To start with, all of your TVs will need at least one TV co-ax cable (Quad shielded RG6), one data Cat 6 cable - plus 2 Cat 6 cables if you use HDMI extenders, which I consider to be advisable.
(While there is no official limit to the length of HDMI cables, long HDMI cables have losses, can be expensive and cannot be cut to length.  Also, in either case you will need suitable wall-plates to connect between cables in the walls and to the devices in the room.  Connectors may be needed to join HDMI cables to obtain the required lengths and these are likely to have losses and the potential for faulty connections.  While amplifiers CAN be obtained for HDMI signals, amplified Cat 6 connected HDMI extenders are also available.   However, from my own experience with an HDMI extender using a pair of Cat 6 cables of about 25 metres via a patch panel, an amplifier is probably not be necessary.) 

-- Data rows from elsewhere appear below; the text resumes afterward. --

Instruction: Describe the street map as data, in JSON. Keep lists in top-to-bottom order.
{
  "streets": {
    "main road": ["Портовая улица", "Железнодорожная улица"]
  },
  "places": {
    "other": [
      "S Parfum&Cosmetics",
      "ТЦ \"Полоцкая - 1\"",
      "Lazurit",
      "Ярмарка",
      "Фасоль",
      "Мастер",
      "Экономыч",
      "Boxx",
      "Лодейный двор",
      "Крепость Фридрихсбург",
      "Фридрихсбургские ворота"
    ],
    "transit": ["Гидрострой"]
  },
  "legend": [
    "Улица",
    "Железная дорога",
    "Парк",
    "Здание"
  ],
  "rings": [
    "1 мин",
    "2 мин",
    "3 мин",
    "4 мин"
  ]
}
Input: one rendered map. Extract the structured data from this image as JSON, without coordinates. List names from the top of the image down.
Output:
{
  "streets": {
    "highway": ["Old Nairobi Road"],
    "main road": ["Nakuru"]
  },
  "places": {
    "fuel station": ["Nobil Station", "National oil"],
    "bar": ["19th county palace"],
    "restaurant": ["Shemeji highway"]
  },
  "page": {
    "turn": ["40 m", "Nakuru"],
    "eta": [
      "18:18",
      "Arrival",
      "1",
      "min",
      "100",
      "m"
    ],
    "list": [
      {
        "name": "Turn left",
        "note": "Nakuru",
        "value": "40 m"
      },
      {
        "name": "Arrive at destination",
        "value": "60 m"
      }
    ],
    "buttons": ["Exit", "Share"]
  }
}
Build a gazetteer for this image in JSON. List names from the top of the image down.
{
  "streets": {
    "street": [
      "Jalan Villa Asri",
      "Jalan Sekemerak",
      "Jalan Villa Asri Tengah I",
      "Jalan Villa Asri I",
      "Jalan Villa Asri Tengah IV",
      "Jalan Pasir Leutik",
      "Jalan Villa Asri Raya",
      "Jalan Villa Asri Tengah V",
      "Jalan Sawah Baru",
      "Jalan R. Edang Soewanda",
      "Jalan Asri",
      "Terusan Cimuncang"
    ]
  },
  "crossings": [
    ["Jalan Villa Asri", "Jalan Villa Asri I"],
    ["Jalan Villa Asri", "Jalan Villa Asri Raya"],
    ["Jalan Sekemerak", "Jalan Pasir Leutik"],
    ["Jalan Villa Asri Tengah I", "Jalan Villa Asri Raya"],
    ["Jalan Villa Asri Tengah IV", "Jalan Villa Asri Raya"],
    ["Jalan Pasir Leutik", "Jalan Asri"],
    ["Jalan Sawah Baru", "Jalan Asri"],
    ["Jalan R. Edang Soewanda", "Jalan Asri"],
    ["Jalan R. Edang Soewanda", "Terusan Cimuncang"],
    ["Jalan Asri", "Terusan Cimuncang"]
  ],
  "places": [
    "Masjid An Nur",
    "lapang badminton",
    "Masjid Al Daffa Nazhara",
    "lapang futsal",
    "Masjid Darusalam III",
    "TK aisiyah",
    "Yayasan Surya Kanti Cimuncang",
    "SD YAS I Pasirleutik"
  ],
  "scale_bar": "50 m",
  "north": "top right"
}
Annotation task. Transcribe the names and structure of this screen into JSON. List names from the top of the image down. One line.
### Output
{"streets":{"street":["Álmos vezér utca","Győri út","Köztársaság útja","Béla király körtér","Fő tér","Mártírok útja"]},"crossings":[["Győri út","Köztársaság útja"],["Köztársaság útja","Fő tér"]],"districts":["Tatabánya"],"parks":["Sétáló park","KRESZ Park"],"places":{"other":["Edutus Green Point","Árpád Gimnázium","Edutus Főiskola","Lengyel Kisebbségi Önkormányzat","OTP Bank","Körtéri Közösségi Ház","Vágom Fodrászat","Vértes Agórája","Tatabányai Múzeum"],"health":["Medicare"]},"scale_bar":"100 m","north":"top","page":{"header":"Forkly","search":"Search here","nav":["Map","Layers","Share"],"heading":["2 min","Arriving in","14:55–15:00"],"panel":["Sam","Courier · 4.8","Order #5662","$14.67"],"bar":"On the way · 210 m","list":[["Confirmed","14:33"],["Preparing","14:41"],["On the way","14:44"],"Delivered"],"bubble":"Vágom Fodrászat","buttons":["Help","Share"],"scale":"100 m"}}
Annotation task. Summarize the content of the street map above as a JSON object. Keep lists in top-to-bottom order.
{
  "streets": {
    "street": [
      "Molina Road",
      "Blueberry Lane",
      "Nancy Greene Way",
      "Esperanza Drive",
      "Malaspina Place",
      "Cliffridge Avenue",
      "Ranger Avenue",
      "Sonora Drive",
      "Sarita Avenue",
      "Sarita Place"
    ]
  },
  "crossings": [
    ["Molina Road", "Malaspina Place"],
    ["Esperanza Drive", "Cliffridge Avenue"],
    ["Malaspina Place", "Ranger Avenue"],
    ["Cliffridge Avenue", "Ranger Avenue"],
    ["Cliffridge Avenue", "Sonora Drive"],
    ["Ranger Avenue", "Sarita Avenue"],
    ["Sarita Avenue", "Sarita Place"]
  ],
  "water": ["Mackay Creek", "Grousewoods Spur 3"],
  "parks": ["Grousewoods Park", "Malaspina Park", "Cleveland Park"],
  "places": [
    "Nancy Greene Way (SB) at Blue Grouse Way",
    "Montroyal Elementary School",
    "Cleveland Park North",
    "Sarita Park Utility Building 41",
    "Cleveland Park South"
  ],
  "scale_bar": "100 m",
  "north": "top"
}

Be aware when running ethernet cables that they should be kept as far away as possible from any parallel electrical power cables - to avoid Electro-Magnetic Interference (EMI).  If you do encounter this problem - with the Digital TV "blanking" when lights etc. are turned on or off - you may be able to eliminate it by placing a snap-on ferrite noise suppressor on each Ethernet cable close to the splitter or other device.  I found this to be necessary with my 25 metre run - even although the ethernet cables are at least 900 mm away from parallel power cables in the ceiling space. 
In my opinion, all bedrooms should have at least the same, for future TVs and data needs. This is at least 18 Cat 6 outlets plus 6 TV outlets already, plus data points in the kitchen and at least one telephone point somewhere.  (In addition, any PVR should have the same number of connections available to it.)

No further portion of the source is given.